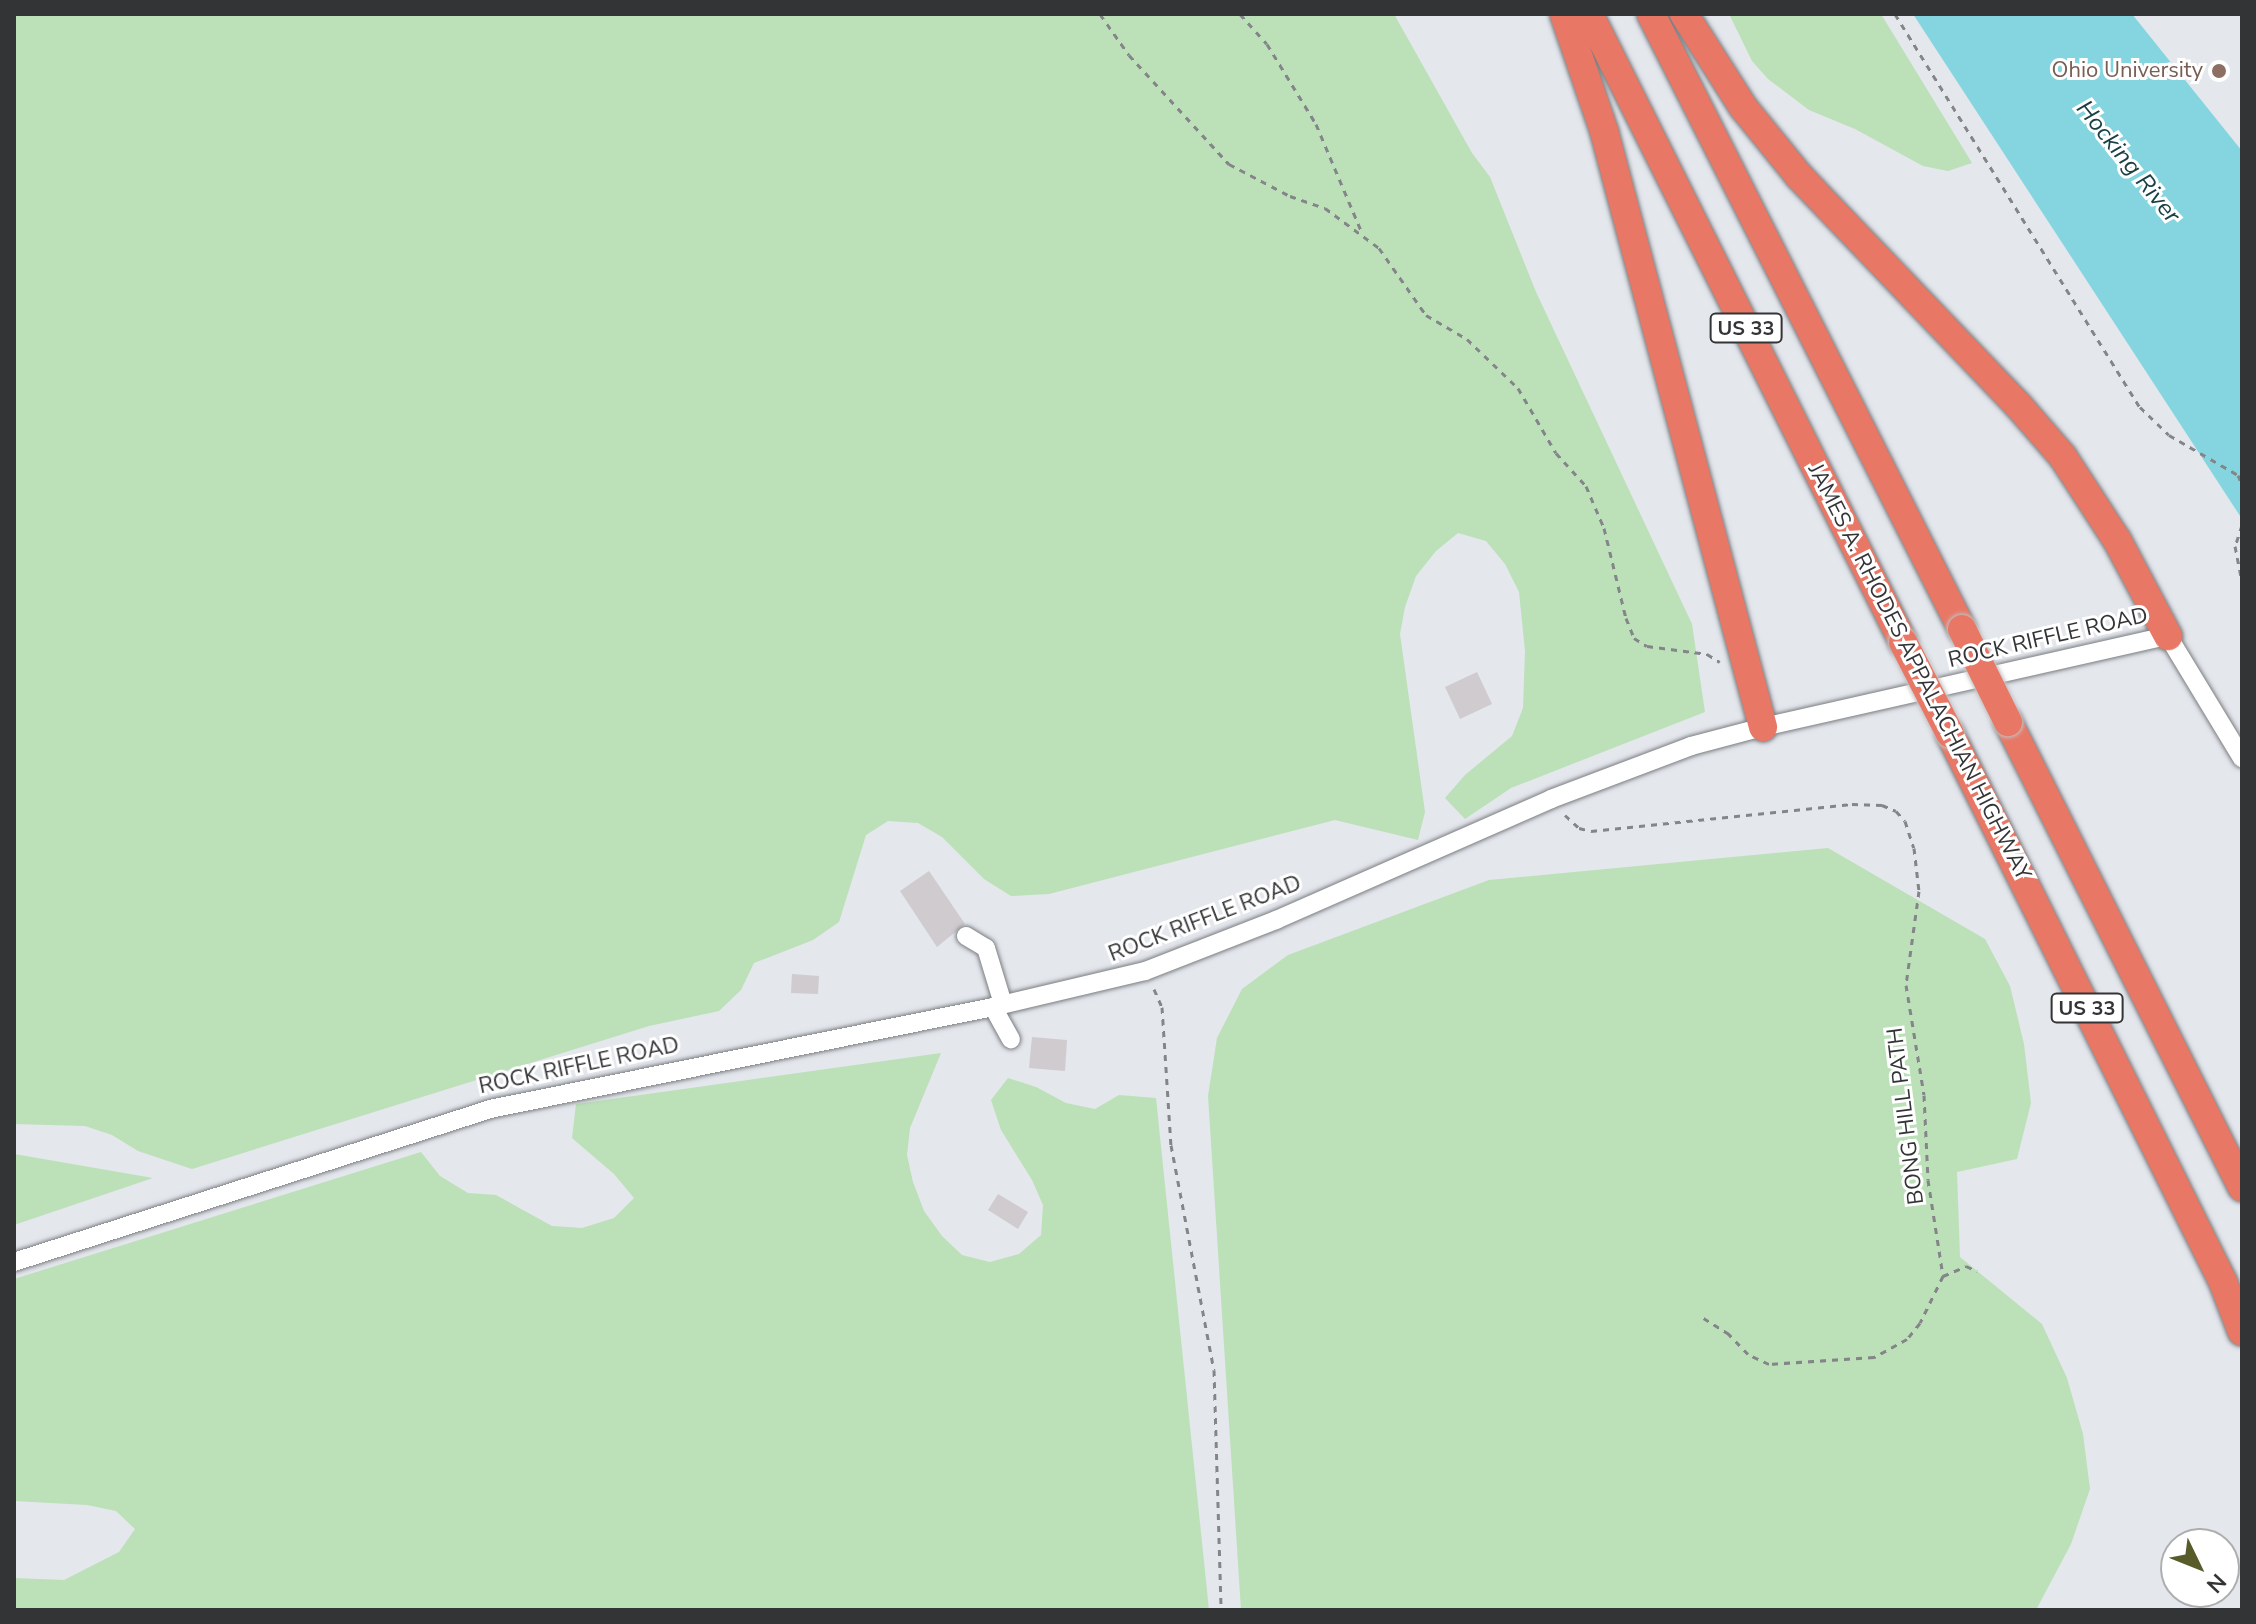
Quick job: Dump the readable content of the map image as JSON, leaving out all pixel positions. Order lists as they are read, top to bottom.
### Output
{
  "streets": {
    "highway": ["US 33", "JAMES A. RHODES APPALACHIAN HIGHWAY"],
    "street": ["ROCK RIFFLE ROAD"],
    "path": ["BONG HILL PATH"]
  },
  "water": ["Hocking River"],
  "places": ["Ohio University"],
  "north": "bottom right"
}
=======
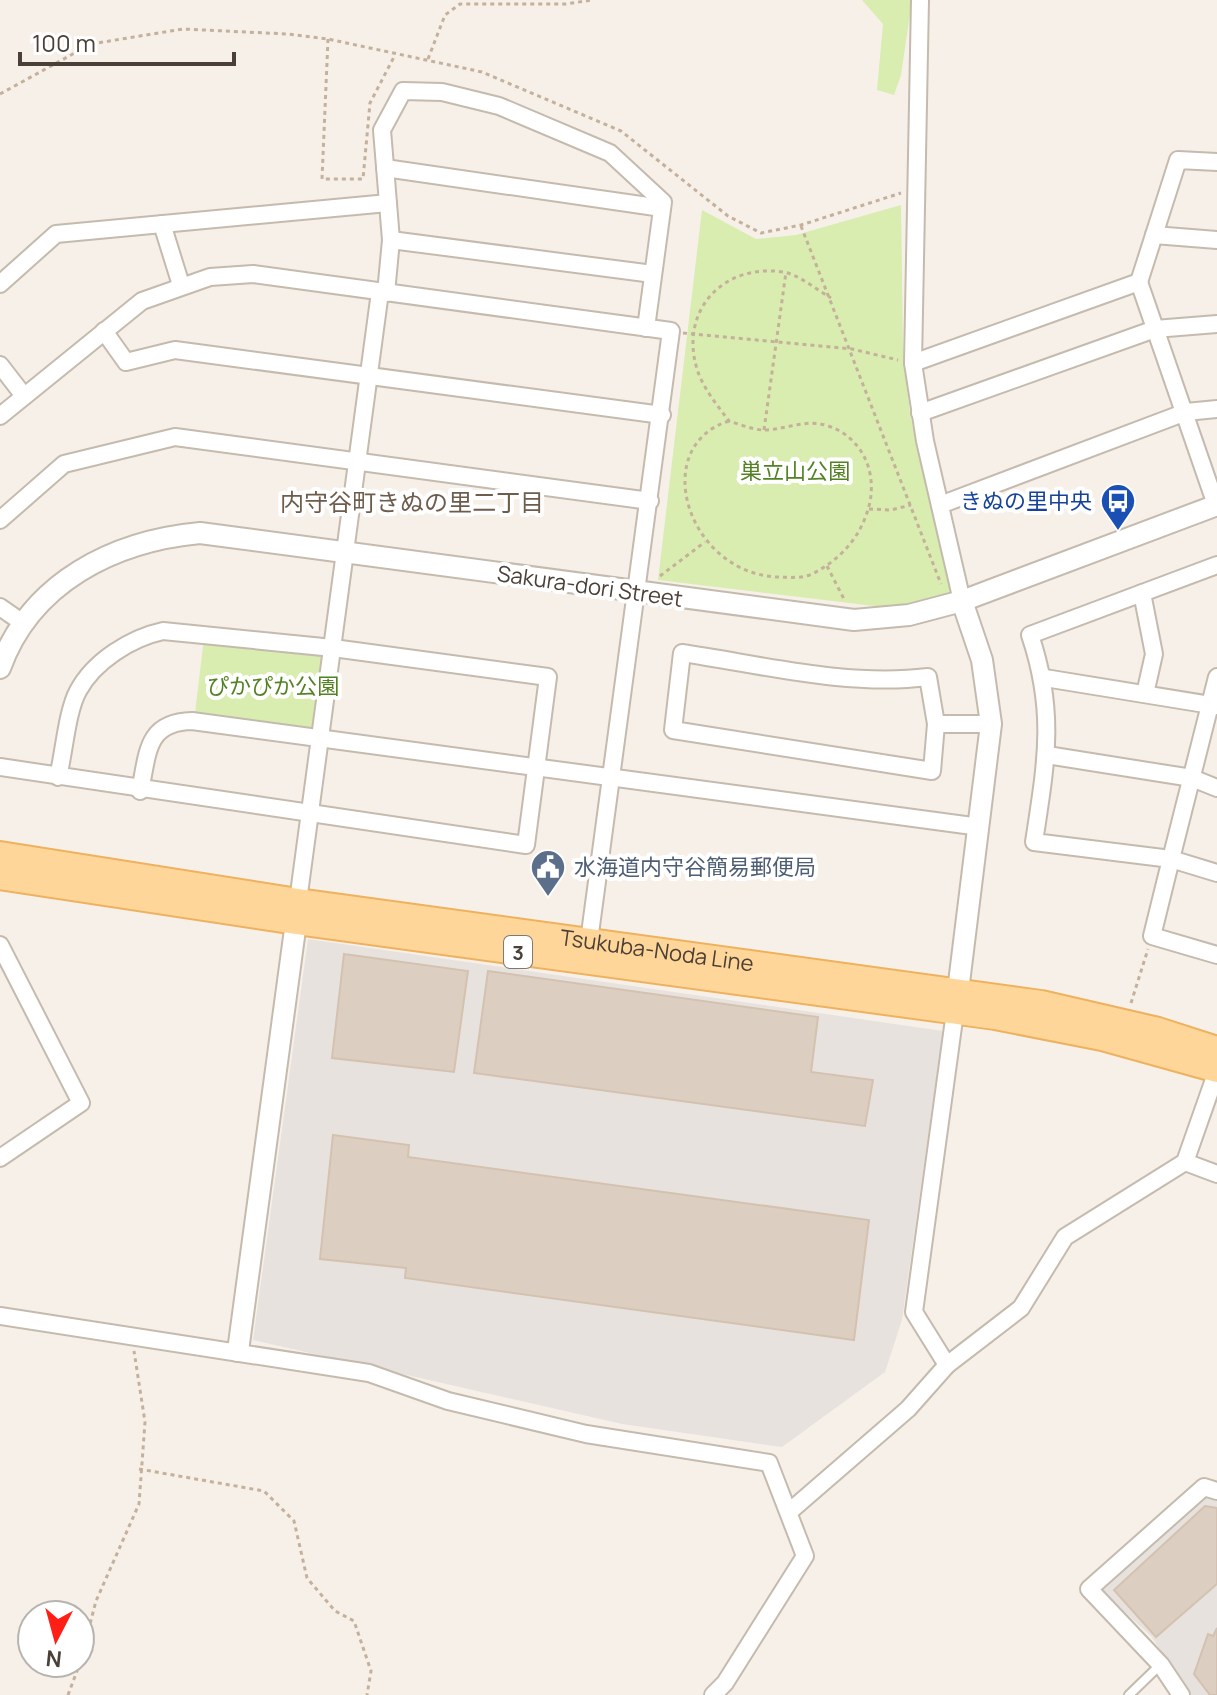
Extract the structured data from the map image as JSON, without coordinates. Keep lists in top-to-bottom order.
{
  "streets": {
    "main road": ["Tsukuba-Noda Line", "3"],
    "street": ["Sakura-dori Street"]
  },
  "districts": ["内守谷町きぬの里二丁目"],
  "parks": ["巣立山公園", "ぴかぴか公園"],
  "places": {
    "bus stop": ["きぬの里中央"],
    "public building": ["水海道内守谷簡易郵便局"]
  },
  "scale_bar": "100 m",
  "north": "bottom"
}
=======
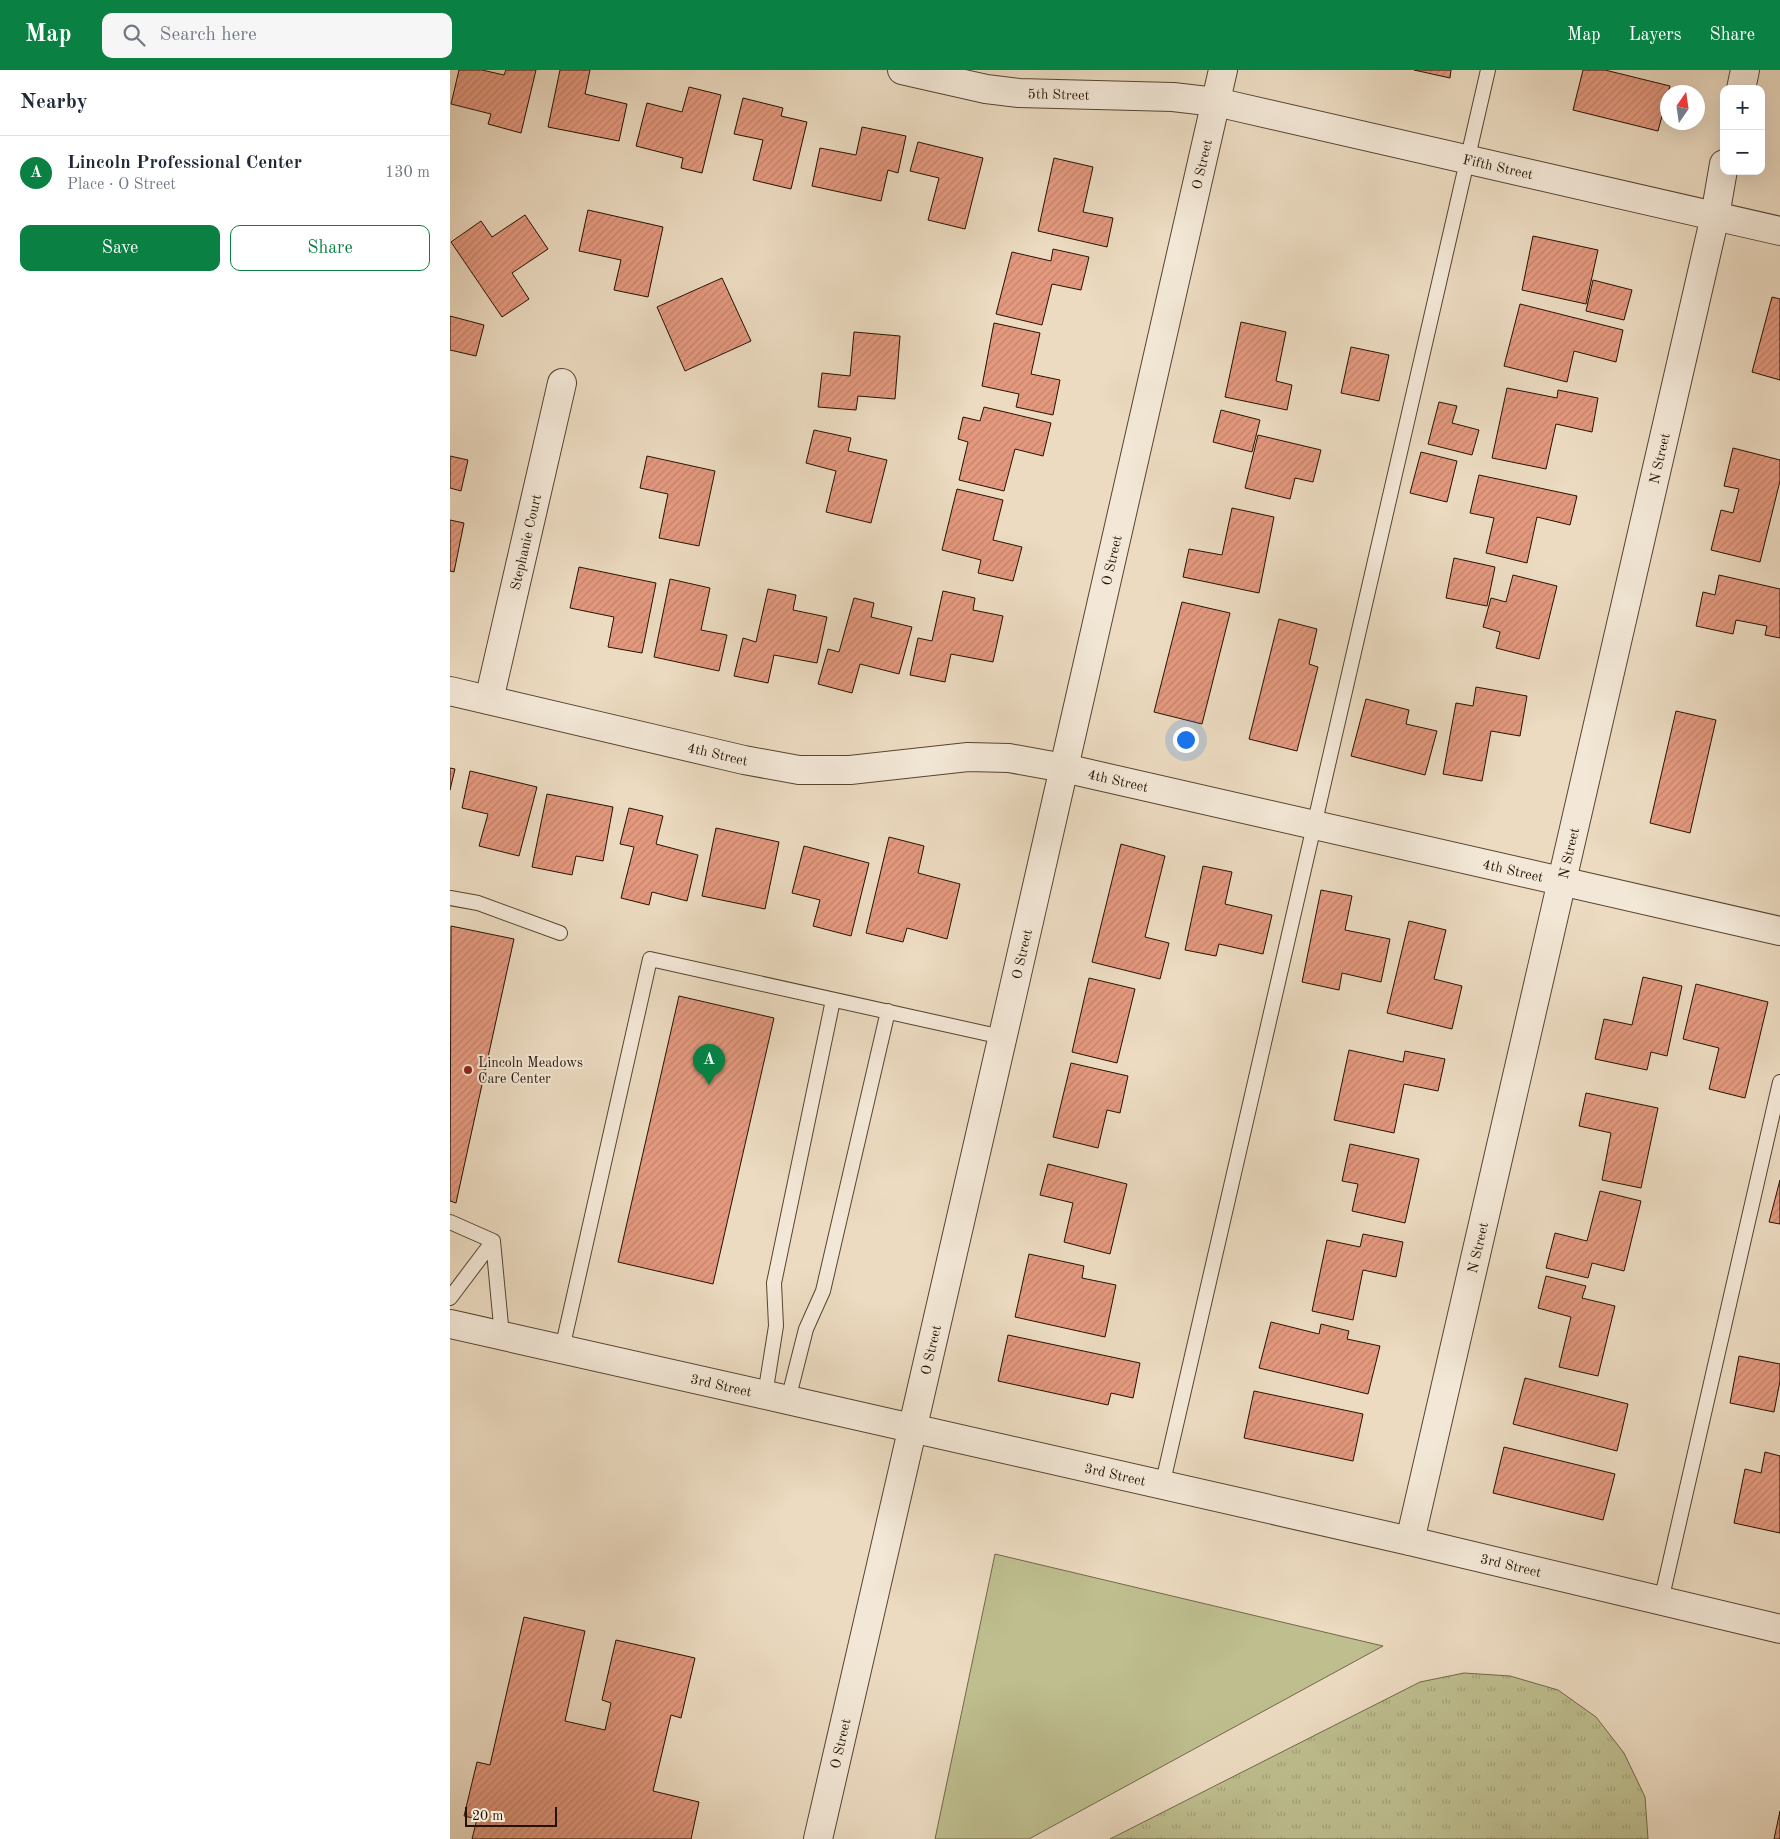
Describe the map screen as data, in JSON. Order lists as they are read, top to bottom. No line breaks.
=======
_YOUR ASSIGNMENT:_ Return, from the material above, every line with the word "read".

_SOLVED PROBLEM:_
Quick job: Dump the readable content of the map image as JSON, leaving out all pixel positions. Order lists as they are read, top to bottom.
Describe the map screen as data, in JSON. Order lists as they are read, top to bottom. No line breaks.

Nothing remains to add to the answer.